Segment Start: DATA IN THIS EXERCISE

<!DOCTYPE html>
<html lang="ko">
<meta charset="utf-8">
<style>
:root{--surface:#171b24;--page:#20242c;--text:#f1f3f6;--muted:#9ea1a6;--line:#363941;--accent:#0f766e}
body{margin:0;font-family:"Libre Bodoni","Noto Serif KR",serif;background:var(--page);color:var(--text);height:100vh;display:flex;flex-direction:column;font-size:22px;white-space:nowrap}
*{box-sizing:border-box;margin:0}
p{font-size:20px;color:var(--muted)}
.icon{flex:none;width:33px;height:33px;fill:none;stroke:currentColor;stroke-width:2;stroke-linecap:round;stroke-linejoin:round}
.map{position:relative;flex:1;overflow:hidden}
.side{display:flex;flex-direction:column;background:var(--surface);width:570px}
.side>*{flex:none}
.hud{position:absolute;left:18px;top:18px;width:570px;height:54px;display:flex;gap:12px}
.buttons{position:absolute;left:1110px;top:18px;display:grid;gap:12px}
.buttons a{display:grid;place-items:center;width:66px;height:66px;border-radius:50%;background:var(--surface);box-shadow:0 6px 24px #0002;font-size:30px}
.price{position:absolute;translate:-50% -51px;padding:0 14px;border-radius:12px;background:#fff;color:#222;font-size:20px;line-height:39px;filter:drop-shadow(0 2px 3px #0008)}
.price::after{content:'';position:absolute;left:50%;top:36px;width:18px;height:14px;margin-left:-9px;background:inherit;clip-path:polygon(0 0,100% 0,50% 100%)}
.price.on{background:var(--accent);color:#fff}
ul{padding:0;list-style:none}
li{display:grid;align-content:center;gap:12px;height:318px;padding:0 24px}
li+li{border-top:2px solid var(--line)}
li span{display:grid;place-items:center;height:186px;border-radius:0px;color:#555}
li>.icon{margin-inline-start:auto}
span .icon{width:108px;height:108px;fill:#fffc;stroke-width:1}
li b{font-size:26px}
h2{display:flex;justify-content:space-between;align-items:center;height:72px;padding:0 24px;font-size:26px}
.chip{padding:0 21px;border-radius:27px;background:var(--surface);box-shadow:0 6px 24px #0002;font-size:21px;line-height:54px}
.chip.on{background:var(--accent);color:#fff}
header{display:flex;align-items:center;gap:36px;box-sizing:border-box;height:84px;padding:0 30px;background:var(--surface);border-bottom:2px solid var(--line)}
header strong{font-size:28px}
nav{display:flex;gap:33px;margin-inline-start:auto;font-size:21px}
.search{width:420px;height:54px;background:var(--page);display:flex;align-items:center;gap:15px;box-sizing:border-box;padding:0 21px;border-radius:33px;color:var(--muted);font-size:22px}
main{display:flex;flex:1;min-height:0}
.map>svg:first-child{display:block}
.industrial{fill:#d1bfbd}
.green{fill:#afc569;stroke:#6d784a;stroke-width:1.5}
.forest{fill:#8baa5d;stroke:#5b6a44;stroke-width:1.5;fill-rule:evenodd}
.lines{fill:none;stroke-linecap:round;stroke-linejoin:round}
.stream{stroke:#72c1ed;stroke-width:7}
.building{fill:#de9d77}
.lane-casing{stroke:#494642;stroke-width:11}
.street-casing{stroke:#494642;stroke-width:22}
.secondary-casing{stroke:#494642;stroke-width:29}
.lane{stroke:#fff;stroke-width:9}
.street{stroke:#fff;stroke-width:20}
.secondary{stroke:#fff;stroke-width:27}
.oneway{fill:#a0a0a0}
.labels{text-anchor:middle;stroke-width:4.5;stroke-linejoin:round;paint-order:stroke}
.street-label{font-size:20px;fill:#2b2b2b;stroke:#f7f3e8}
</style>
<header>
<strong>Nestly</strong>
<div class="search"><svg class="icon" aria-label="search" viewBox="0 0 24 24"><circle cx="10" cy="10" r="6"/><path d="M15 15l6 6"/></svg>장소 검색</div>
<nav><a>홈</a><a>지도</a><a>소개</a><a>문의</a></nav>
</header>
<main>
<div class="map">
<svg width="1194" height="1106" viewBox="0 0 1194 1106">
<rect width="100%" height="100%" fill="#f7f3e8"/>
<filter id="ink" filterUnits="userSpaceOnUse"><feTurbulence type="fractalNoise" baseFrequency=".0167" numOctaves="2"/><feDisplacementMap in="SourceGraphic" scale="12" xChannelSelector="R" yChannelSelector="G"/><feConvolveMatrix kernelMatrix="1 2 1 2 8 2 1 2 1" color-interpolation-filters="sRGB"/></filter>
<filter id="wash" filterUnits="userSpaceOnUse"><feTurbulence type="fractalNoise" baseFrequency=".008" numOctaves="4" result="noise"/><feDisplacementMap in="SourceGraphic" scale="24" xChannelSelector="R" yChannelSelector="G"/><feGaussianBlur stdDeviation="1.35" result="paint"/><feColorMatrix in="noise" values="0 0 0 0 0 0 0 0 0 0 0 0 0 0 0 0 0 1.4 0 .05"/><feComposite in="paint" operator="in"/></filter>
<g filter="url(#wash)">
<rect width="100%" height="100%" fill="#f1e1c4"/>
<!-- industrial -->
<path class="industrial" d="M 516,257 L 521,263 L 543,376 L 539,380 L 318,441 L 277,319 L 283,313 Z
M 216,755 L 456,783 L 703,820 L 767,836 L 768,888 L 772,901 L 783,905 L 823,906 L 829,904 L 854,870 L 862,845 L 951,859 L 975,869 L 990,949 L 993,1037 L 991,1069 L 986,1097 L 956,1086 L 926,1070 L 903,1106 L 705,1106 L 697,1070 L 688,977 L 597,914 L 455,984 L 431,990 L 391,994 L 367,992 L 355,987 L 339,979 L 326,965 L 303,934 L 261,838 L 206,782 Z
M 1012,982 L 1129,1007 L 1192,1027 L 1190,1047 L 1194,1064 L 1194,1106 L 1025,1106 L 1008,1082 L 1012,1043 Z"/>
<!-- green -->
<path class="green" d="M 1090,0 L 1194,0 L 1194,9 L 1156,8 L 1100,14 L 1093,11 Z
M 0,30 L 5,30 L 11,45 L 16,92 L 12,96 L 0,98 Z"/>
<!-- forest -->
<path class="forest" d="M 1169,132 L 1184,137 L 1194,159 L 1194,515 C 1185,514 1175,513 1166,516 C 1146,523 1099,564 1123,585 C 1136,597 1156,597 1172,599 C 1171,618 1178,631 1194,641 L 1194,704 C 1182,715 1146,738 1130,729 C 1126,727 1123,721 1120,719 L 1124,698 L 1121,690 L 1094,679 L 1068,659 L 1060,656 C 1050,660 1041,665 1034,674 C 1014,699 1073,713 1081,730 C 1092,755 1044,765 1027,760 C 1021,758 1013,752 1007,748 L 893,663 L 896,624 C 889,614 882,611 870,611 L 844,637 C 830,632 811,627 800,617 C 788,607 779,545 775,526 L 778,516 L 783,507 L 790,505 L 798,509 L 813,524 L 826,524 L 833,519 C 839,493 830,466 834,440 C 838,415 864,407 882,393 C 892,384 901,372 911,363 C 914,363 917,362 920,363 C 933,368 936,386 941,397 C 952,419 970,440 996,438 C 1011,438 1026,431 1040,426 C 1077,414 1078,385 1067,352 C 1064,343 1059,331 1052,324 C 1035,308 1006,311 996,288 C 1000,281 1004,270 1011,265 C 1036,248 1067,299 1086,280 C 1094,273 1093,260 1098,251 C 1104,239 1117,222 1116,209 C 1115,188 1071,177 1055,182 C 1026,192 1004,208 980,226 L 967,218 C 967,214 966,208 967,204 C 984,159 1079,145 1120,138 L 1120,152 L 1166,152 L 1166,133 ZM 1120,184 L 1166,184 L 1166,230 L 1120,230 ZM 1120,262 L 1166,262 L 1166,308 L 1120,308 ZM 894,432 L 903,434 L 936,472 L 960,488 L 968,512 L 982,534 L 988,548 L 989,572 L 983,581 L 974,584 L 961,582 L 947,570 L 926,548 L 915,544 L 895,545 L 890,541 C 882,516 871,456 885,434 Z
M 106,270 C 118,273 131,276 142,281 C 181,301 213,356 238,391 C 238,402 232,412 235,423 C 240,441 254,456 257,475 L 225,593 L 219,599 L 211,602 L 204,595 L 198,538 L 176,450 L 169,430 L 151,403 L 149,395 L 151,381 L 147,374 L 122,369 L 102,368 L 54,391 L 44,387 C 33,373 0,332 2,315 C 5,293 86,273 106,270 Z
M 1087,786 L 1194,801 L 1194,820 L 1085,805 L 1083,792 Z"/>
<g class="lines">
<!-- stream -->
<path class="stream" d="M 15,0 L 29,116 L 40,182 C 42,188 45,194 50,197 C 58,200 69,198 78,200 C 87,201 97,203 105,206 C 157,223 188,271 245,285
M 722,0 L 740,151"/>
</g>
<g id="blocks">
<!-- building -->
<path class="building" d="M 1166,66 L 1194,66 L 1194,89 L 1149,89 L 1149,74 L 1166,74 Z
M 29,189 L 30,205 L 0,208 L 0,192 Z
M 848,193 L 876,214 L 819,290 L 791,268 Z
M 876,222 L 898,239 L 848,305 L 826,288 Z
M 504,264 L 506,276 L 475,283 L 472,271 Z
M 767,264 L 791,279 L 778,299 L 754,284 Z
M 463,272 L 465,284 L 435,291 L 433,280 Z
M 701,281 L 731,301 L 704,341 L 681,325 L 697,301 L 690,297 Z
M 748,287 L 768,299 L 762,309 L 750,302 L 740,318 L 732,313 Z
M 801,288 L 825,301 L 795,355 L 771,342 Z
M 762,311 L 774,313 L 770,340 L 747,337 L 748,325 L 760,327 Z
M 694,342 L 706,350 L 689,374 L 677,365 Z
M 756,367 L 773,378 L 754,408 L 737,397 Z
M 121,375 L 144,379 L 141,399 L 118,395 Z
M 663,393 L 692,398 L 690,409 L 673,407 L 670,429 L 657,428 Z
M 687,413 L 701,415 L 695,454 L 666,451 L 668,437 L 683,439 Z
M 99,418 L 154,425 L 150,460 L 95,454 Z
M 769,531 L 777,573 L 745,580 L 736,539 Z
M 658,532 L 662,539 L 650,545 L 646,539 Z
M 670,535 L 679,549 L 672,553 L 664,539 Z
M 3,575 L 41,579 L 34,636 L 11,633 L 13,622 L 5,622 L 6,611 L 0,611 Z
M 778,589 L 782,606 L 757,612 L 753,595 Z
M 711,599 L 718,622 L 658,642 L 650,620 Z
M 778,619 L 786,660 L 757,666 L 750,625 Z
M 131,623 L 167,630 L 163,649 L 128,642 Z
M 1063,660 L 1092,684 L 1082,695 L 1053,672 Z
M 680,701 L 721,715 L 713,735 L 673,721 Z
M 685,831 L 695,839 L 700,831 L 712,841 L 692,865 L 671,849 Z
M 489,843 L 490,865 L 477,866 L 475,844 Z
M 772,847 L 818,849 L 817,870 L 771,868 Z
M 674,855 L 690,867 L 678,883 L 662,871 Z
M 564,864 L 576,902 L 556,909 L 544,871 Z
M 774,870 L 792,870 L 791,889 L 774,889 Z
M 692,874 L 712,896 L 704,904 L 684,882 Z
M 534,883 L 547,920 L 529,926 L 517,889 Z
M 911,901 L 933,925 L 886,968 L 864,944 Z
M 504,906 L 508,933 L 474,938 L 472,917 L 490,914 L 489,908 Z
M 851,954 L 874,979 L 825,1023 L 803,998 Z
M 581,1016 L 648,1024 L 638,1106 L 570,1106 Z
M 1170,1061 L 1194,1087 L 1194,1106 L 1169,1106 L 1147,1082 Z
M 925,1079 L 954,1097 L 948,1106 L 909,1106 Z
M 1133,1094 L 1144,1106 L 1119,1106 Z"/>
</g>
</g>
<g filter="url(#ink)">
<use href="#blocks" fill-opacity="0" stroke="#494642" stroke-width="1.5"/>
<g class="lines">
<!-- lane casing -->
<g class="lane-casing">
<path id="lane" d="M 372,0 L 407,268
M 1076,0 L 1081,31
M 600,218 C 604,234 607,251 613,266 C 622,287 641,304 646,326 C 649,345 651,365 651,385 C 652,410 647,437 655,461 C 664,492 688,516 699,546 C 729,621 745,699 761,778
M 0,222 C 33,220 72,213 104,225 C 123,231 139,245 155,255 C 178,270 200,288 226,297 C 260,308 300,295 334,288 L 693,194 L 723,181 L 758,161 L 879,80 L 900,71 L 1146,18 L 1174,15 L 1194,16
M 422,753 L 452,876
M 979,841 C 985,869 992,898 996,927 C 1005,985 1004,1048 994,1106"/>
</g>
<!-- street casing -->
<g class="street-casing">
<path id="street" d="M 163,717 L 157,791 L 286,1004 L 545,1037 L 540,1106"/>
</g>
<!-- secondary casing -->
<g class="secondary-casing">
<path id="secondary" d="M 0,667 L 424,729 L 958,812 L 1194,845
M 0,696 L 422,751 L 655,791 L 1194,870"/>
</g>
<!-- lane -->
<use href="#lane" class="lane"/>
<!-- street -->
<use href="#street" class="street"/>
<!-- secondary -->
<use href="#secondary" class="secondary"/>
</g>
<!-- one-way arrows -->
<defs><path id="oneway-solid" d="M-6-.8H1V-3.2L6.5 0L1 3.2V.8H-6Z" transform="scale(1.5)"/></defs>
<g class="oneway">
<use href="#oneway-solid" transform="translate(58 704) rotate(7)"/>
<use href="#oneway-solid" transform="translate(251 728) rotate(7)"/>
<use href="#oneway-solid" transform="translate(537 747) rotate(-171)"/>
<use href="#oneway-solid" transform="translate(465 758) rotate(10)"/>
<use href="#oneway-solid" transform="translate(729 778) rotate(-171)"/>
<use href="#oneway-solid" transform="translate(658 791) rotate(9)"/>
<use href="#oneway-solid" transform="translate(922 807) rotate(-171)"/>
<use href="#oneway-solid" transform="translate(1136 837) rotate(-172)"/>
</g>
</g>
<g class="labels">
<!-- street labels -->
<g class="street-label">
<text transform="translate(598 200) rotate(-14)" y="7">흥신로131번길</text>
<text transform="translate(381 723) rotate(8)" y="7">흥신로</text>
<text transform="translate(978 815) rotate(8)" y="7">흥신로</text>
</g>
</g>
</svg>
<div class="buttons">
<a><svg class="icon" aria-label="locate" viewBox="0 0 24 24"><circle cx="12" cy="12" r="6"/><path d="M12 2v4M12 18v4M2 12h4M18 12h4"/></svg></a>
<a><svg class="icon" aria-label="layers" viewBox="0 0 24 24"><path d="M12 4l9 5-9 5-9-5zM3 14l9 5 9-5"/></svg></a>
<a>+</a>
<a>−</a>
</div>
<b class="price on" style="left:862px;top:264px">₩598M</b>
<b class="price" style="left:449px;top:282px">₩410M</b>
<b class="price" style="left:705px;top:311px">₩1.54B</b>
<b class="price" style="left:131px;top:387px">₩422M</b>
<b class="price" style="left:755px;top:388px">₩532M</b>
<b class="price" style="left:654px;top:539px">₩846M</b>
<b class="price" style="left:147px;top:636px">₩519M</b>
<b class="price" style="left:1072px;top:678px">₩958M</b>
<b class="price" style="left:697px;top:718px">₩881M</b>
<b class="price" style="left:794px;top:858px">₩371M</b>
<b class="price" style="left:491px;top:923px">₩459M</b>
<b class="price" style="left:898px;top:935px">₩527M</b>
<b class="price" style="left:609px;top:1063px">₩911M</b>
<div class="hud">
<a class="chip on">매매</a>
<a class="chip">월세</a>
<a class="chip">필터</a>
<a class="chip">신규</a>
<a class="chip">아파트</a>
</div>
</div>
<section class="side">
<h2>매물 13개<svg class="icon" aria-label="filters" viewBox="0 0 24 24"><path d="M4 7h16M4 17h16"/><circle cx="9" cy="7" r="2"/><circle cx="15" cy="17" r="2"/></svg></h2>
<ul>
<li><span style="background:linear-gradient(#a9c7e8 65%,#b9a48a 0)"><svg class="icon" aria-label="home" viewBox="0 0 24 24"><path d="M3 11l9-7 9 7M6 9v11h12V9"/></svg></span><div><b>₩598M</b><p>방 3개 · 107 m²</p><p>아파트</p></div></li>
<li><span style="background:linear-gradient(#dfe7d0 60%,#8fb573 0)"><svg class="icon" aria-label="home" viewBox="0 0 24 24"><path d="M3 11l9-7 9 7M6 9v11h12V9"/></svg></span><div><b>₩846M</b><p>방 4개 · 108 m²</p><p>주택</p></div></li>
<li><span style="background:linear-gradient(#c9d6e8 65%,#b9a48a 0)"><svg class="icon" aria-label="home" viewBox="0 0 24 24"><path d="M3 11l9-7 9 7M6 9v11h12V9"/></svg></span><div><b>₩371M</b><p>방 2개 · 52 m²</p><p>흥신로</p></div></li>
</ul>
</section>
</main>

Segment End: DATA IN THIS EXERCISE

* AIM OF THE TASK
Above are some records. Copy each of their lines that holds the string "stream".

* SOLUTION
.stream{stroke:#72c1ed;stroke-width:7}
<!-- stream -->
<path class="stream" d="M 15,0 L 29,116 L 40,182 C 42,188 45,194 50,197 C 58,200 69,198 78,200 C 87,201 97,203 105,206 C 157,223 188,271 245,285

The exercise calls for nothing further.